Nadie podrá negarme que el maestro griego era un hombre singular. Llegó a Lucentum a bordo de un viejo barco de mercaderes que venía a llevarse un cargamento de ánforas de garum. Por su atuendo se diría que era un pordiosero, aunque la nobleza de su rostro delataba su alta calidad humana. Cuando me acerqué a él, en el muelle, ofreciéndole una habitación de alquiler en nuestra casa, me entregó su único equipaje, un voluminoso saco de arpillera, que yo apenas pude echar a mi espalda.
-¿Pesa, verdad? – me dijo con una amplia sonrisa – Casi todo lo que poseo son libros. Y los libros pesan mucho; aunque no más que el saber que contienen.
Mi madre, desde que quedara viuda, se ganaba la vida alquilando habitaciones a los viajeros que llegaban al puerto desde todas las orillas del Mare Nostrum. La mayoría marchaban, por mar o por tierra, a los pocos días, pero él se quedó con nosotros durante todo un año. Por su forma de hablar se apreciaba enseguida que era griego y culto, una especie de maestro ambulante que vivía de enseñar a los jóvenes lo mucho que sabía. Se ofreció a las familias de la vecindad como profesor de griego y pronto contó con un grupo de alumnos a los que aleccionaba en la filosofía, las ciencias y las artes. Su método era la conversación durante largos paseos por los alrededores de la ciudad, mientras mostraba a sus pupilos las maravillas de la naturaleza o de la industria humana en su refinado idioma. En cuanto a mí, aunque mi madre no deseaba gastar un solo denario en mi educación, él me permitió que lo acompañara en sus clases y, cuando éstas acababan, nos quedábamos solos y se sinceraba conmigo.
Me decía que los dioses no tienen ninguna influencia en los sucesos terrestres, sino que hay unas leyes inexorables que rigen la Naturaleza, como desveló Aristóteles; que no es el Sol, la Luna y las estrellas quienes giran a nuestro alrededor, sino que el Mundo es redondo y gira sobre su eje produciendo el día y la noche, y alrededor del Sol, haciendo las estaciones, como preconizaba el maestro Aristarco; que hubo un sabio bibliotecario en Alejandría, llamado Eratóstenes, que midió la circunferencia del orbe con un pequeño palo y un cordel, utilizando un cálculo llamado “regla de tres”; que todos los seres vivos, incluido el ser humano, tienen un origen común y evolucionaron en las mil formas hoy conocidas, tal como afirmaba Empédocles; que la forma perfecta de gobierno es la Democracia, inventada por los griegos, en la que los hombres libres nombran y destituyen a sus administradores, porque el poder está y debe estar siempre en las manos del pueblo, no en las de Emperadores, caudillos y reyes despóticos; que la esclavitud y la explotación desaparecerán un día, ya que solo perviven por el interés de los poderosos, y que entonces todos los seres humanos serán verdaderamente libres: los plebeyos, los que hoy son esclavos y las mujeres; porque todos han nacido iguales…

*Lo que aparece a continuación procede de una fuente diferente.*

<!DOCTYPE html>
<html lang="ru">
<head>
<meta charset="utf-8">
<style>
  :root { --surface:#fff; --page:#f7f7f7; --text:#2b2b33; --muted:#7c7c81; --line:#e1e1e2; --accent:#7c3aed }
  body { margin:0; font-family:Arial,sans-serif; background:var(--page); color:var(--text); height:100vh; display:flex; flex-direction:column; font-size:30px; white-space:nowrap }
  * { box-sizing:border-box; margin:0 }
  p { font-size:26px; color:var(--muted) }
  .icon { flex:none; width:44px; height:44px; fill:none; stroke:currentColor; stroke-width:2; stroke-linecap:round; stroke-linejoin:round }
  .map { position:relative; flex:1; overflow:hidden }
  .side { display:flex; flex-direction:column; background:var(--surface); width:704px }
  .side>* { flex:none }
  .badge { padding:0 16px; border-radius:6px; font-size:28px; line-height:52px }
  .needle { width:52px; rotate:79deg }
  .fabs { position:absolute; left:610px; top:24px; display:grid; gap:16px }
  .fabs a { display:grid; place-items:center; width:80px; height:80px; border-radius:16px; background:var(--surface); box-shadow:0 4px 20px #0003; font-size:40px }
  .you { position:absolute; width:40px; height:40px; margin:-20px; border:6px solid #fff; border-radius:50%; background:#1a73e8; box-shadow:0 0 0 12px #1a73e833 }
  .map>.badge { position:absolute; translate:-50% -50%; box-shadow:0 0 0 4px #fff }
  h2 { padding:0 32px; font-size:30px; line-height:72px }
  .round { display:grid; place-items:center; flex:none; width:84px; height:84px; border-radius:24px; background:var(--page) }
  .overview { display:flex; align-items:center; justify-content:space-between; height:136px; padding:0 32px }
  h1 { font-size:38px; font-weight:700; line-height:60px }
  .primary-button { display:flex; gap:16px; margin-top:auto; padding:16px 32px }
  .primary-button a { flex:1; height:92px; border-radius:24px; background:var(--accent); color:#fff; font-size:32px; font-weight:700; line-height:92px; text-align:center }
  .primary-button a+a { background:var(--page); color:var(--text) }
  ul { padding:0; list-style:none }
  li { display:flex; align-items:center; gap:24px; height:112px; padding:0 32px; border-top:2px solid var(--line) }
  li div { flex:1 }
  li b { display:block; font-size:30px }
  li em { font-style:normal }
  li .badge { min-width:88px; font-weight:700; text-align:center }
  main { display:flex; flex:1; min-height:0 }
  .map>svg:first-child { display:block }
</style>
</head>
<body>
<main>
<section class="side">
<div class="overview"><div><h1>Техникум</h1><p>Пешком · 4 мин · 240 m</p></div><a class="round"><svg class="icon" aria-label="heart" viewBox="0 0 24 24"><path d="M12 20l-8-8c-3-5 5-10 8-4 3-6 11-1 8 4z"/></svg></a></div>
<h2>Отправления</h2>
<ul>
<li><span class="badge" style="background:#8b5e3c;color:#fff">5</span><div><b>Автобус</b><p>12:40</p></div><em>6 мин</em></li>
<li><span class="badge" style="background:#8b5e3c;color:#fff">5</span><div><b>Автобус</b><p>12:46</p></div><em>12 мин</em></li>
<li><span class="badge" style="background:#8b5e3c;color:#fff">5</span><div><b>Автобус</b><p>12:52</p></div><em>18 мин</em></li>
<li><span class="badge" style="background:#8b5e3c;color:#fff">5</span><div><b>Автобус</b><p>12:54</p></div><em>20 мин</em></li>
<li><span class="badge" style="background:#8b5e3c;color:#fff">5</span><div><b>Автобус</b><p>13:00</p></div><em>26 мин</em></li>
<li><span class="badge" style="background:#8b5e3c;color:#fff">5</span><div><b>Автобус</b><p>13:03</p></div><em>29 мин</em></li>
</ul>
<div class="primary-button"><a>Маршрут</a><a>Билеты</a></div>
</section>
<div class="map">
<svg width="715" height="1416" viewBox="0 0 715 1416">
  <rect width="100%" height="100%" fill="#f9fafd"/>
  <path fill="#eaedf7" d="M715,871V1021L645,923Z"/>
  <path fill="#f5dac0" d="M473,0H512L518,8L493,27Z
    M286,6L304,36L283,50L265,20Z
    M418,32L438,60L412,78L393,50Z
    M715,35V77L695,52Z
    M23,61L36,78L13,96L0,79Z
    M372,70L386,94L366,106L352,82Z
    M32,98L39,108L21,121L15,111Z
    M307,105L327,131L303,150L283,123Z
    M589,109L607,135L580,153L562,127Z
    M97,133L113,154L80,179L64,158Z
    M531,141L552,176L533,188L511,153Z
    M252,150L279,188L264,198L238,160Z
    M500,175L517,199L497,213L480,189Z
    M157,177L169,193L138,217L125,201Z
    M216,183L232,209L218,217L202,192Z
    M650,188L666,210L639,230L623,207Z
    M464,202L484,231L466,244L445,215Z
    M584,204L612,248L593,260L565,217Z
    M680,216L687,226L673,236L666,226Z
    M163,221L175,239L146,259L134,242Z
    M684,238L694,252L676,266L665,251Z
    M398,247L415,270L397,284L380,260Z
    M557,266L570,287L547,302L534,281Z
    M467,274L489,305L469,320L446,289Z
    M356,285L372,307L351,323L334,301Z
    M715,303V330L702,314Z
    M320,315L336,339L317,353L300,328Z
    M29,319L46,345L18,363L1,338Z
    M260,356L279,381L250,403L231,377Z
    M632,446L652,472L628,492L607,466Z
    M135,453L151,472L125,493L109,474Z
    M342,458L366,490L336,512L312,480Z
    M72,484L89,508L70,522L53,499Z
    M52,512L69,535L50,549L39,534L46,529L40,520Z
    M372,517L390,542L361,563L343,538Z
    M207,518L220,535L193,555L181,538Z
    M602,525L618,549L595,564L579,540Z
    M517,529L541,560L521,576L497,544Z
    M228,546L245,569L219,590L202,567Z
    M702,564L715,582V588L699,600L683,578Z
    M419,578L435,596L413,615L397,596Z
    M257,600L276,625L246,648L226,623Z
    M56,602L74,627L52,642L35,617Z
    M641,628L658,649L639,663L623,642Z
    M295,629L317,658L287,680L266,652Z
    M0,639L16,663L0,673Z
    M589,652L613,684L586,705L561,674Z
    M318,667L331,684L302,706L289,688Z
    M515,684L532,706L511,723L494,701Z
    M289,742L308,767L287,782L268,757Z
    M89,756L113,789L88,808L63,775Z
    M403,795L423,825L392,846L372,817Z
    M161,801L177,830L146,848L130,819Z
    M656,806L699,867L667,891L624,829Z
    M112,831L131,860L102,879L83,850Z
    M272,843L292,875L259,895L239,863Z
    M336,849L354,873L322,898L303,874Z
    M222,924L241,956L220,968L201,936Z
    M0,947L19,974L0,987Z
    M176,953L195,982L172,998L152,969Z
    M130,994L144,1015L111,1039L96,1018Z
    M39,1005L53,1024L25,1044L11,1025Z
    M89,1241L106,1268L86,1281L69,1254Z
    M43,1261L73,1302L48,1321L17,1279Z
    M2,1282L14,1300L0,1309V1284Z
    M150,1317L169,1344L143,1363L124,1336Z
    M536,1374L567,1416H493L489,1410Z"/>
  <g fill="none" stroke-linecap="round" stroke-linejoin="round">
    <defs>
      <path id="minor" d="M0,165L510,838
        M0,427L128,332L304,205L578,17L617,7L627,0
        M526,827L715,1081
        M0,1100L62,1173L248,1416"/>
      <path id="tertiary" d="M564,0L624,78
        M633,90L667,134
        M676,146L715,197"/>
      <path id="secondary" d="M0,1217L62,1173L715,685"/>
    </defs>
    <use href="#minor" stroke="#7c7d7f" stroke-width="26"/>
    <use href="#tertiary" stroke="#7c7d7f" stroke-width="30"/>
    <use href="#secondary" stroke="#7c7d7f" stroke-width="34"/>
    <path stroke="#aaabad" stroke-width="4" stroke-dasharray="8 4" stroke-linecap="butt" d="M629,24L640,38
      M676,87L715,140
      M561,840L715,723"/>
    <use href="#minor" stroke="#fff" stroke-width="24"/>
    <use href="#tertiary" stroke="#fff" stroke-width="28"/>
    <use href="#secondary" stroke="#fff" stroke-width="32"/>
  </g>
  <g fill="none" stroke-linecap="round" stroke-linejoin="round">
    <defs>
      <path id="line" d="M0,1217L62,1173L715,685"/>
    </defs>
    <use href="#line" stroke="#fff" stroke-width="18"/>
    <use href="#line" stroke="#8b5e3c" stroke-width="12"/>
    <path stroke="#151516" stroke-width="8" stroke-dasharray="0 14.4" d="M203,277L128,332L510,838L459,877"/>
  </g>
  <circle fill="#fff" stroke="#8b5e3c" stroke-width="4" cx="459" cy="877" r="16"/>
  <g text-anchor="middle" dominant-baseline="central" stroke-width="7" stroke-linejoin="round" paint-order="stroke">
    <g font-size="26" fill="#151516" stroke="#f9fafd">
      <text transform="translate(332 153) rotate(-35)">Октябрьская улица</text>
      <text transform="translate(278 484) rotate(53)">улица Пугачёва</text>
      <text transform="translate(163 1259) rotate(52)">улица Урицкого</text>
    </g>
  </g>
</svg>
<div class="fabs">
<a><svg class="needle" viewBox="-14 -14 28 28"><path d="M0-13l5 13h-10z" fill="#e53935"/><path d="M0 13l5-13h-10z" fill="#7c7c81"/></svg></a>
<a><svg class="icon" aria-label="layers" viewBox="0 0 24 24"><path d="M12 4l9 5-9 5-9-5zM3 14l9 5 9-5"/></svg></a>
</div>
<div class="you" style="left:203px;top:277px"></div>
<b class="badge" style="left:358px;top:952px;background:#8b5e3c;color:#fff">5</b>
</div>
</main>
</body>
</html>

Todo eso me enseñaba el griego en nuestras inolvidables tardes, después de que dejara ir a sus alumnos, a los que ocultaba algunas de estas cosas, porque, como él decía, “no son políticamente correctas”. Era nuestro secreto y, seguramente, la causa de que hubiera tenido que huir de su Corinto natal para refugiarse en un modesto y anónimo puerto del otro lado del mar, como Lucentum.
Pero un día llegó a nuestras costas una gigantesca trirreme, tan grande que no podía entrar por la bocana de nuestra albufera y quedó anclada en la bahía. Su capitán desembarcó preguntando por el prefecto, a quien entregó una carta procedente de Roma. Y el griego fue apresado, maniatado y conducido a la nave, que se lo llevó para siempre.

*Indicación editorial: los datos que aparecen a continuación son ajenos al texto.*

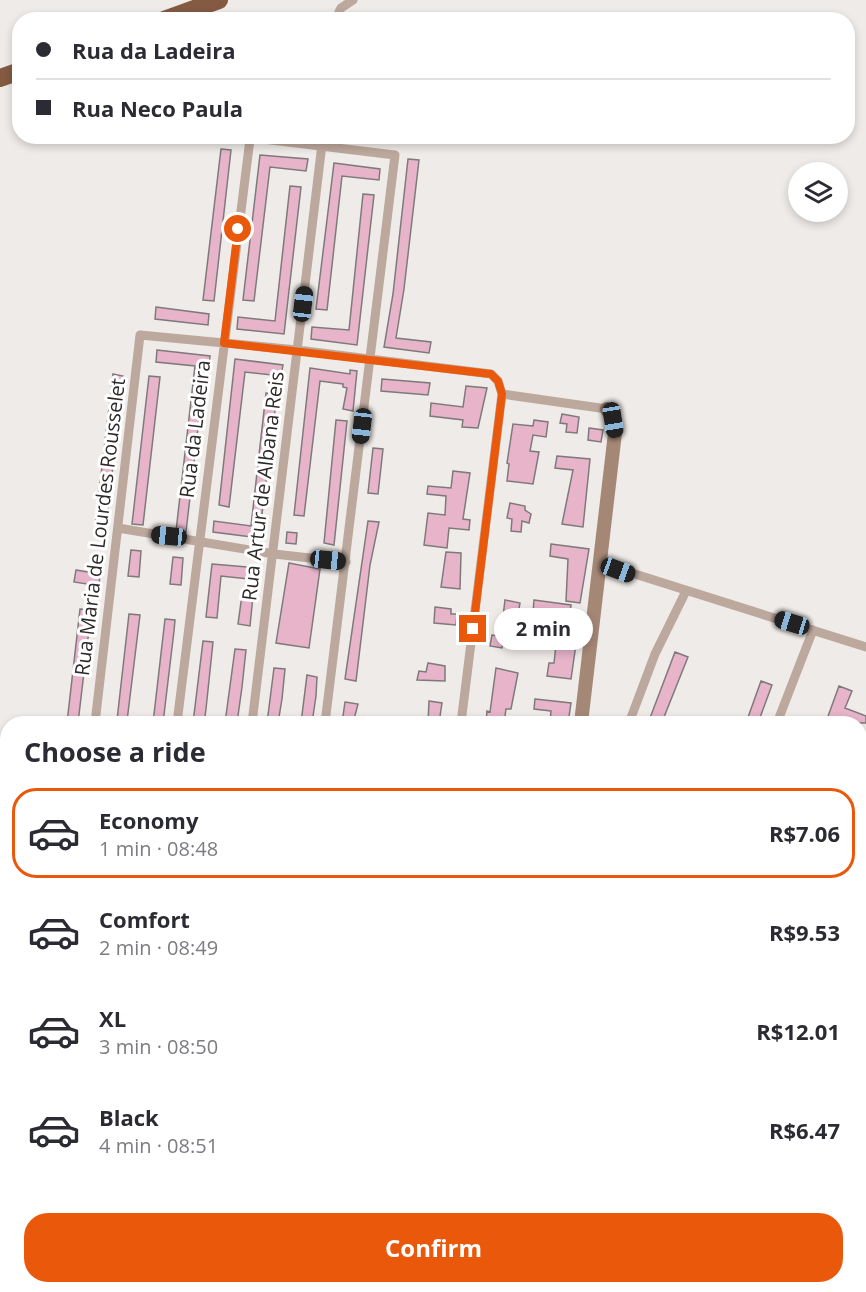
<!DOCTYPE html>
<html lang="en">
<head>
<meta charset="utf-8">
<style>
  body { margin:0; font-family:"Open Sans",sans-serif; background:#f2f2f3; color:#2b2b33; height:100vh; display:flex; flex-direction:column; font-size:22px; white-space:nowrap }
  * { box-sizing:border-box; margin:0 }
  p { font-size:20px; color:#7c7c81 }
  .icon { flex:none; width:33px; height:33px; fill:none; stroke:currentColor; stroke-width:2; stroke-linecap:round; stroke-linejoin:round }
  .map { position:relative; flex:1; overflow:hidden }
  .details { position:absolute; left:0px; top:716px; width:867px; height:578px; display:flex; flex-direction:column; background:#fff; border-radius:24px 24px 0 0; box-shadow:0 3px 9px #0003 }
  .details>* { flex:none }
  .guide { position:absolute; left:12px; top:12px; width:843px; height:132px; border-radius:24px; box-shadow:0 3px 9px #0003; display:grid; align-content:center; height:132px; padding:0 24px; background:#fff }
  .buttons { position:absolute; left:788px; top:162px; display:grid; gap:12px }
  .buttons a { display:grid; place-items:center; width:60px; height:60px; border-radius:50%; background:#fff; box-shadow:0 3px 9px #0003; font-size:30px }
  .end { position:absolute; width:27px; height:27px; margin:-14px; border:8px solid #ea580c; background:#fff; box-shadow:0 0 0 3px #fff }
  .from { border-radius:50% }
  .bubble { position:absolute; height:42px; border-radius:21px; background:#fff; box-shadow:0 3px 9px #0003; font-size:20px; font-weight:700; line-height:42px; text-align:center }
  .car { position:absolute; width:18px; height:36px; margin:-18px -9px; border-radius:8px; box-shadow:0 0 4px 2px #0007; background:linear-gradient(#222 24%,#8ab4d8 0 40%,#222 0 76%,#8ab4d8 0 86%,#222 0) }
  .guide b { display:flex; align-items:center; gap:21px; height:57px; font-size:22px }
  .guide b+b { border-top:2px solid #e1e1e2 }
  .guide i { width:15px; height:15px; background:#2b2b33 }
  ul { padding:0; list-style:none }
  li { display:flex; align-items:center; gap:18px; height:90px; margin:0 12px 9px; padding:0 12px; border:3px solid transparent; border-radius:24px }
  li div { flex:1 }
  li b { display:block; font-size:22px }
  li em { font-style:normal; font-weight:700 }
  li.active { border-color:#ea580c }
  li>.icon { width:54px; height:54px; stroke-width:1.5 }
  h2 { padding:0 24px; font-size:27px; line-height:72px }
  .button { display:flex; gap:12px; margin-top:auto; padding:12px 24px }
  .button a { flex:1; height:69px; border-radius:24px; background:#ea580c; color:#fff; font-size:24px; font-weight:700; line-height:69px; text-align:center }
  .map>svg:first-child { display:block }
  .building { fill:#e7b4ca; stroke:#7e7a7c; stroke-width:1.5 }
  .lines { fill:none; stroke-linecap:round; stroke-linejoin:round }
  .street { stroke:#bda89d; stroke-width:9 }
  .secondary { stroke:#a58776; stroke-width:14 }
  .highway { stroke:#845a43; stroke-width:18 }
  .route { stroke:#ea580c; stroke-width:8 }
  .labels { text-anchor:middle; stroke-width:6; stroke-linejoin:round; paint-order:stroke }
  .street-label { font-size:20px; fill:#2c2a29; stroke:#fff }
</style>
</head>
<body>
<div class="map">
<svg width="866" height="1292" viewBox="0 0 866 1292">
  <rect width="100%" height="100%" fill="#efebe8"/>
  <path class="building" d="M221,149L231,150L214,301L203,300Z
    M260,155L308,159L306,171L270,167L254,301L243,300Z
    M408,159L419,160L404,289L396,338L431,342L429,353L384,347L393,294Z
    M334,163L380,169L379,180L342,176L327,310L316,309Z
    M290,186L301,187L284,334L237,329L238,317L275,321Z
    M363,194L374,195L357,345L311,339L312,327L349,330Z
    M156,307L209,314L208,325L155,319Z
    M157,350L210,356L209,367H205L186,532L176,531L195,366L156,362Z
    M235,359L283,365L281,376L245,372L229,507L219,505Z
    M310,368L350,374V370L357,371L353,411L343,409L347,388L343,387V384L320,381L304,516L294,515Z
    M113,374L123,376L106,528L95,526Z
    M149,376L160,377L143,525L132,524Z
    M382,379L430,383L428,395L381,391Z
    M466,386L487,388L478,428L462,427L463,420L430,416L431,403L463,407Z
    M266,393L277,394L259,538L213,532L214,521L251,526Z
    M562,414L579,417L577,433L566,432L567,424L560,423Z
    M336,420L347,421L334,545L324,543Z
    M534,420L548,422L546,437L533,435L530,451L539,452L533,484L507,481L509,464L507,463L513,424L533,426Z
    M589,428L603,430L601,442L588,440Z
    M373,448L383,449L378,494L368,493Z
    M557,456L590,459L583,527L562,524L573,470L555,468Z
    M453,471L470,473L463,519L470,520L469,530L449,528L447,548L424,545L428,513L445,515L446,496L427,494L428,486L451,488Z
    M510,503L525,506V510L531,514L529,523L522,521L521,532L511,531L512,519L507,518Z
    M368,521L379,522L370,565L356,681L345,679Z
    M287,532L297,533L296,544L286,543Z
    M551,544L589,549L580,603L566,601L568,559L550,556Z
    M131,550L141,551L139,577L128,576Z
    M446,552L461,553L460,589L441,587Z
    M173,557L183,558L181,585L170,584Z
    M289,563L320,569L309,648L276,643Z
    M212,564L259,568L258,580L221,576L217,618L206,617Z
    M76,570L100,574L99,586L74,582Z
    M242,595L253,596L250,626L238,624Z
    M505,600L520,603L514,635L501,633Z
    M534,600L571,605L568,628L578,630L571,679L547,676L549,663H554L557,635L544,633L546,613L533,612Z
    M435,607L451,609V614H457L456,625L434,623Z
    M80,609L91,610L90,621L78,723H67Z
    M129,614L140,615L127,721L117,720Z
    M165,619L175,620L174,631L163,723H153Z
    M492,635L504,637L502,648L490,646Z
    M203,641L213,642L206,709L204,723H193Z
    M235,649L246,650L242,687L237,723H225Z
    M675,652L688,657L662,722L650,718Z
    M428,663L445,666V681L417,680L419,671L426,672Z
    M274,668L285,669L282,699L278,723H267Z
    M496,668L518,673L511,709H506L504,723H486L487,711L490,712Z
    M307,675L317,677L316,696L312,723H301Z
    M761,681L772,685L758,723H746Z
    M839,686L852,691L845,708L866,716V723H838L827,719Z
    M535,699L571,703L568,723H550L551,711L534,709Z
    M429,701L442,703L439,723H428Z
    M345,702L358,704L353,723H342Z"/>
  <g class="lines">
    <path class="street" d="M335,20L341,8L353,0
      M237,136L395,155L325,723
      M118,528L274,554L346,562
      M600,563L866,647
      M95,723L140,335L297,350L491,374L498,381L502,394L607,409
      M177,723L250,139
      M252,723L323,136
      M461,723L502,394
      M629,723L655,654L686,591
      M777,723L813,630
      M860,890L866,872
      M860,913L866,916
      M0,1026L8,1027
      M0,1086L8,1057
      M860,1117L866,1120
      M860,1267L866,1249
      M521,1286L555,1290
      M596,1286L613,1292
      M114,1292L115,1286
      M260,1292V1286
      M396,1292L397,1286
      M705,1292L708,1286
      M850,1292L853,1286"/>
    <path class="secondary" d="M581,723L615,433L613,420L607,409
      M517,1292V1286"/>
    <path class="highway" d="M164,20L219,0
      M0,78L20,71"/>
  </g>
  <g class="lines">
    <path class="route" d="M238,229L224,343L491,374L498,381L502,394L473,629"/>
  </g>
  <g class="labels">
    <g class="street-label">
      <text transform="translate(195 429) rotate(-83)" y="7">Rua da Ladeira</text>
      <text transform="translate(263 486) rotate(-83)" y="7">Rua Artur de Albana Reis</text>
      <text transform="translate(100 527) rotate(-83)" y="7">Rua Maria de Lourdes Rousselet</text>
    </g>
  </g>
</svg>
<div class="buttons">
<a><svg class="icon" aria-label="layers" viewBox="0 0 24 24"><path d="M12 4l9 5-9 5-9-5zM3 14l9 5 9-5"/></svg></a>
</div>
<i class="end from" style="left:238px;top:229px"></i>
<i class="end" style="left:473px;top:629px"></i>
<div class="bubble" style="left:494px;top:608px;width:99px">2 min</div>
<i class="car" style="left:303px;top:304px;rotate:7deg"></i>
<i class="car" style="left:613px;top:420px;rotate:171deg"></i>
<i class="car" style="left:362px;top:426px;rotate:187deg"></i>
<i class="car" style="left:169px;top:536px;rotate:276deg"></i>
<i class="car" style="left:328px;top:560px;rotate:96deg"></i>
<i class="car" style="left:618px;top:570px;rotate:110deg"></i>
<i class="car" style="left:792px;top:623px;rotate:287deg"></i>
<div class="guide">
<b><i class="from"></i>Rua da Ladeira</b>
<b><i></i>Rua Neco Paula</b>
</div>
<section class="details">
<h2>Choose a ride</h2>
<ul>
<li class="active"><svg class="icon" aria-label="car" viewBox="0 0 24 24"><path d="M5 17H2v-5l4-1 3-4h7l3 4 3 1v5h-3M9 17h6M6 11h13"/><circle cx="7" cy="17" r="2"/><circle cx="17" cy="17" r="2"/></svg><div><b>Economy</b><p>1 min · 08:48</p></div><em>R$7.06</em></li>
<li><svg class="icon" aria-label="car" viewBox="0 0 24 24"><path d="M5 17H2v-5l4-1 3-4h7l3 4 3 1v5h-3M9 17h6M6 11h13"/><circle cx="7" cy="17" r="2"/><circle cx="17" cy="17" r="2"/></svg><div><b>Comfort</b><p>2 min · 08:49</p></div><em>R$9.53</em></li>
<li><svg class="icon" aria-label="car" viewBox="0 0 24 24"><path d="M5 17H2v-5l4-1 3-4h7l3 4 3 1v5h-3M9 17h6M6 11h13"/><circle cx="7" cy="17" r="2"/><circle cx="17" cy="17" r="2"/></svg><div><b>XL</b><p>3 min · 08:50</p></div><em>R$12.01</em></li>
<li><svg class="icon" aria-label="car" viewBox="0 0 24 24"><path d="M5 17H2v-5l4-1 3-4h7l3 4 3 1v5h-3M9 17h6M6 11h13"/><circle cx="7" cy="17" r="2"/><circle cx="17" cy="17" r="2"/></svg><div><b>Black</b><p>4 min · 08:51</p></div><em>R$6.47</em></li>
</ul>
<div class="button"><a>Confirm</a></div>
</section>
</div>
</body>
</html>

-No llores por mí, querido Marco – me dijo, antes de partir al cautiverio – . Ellos no lo saben, pero yo he plantado en ti la semilla de la libertad, que es el conocimiento. Transmítela en secreto a tus hijos y que ellos la siembren en tus nietos, porque algún día todos los hombres y mujeres tendrán que ser libres. Y ningún déspota lo podrá impedir.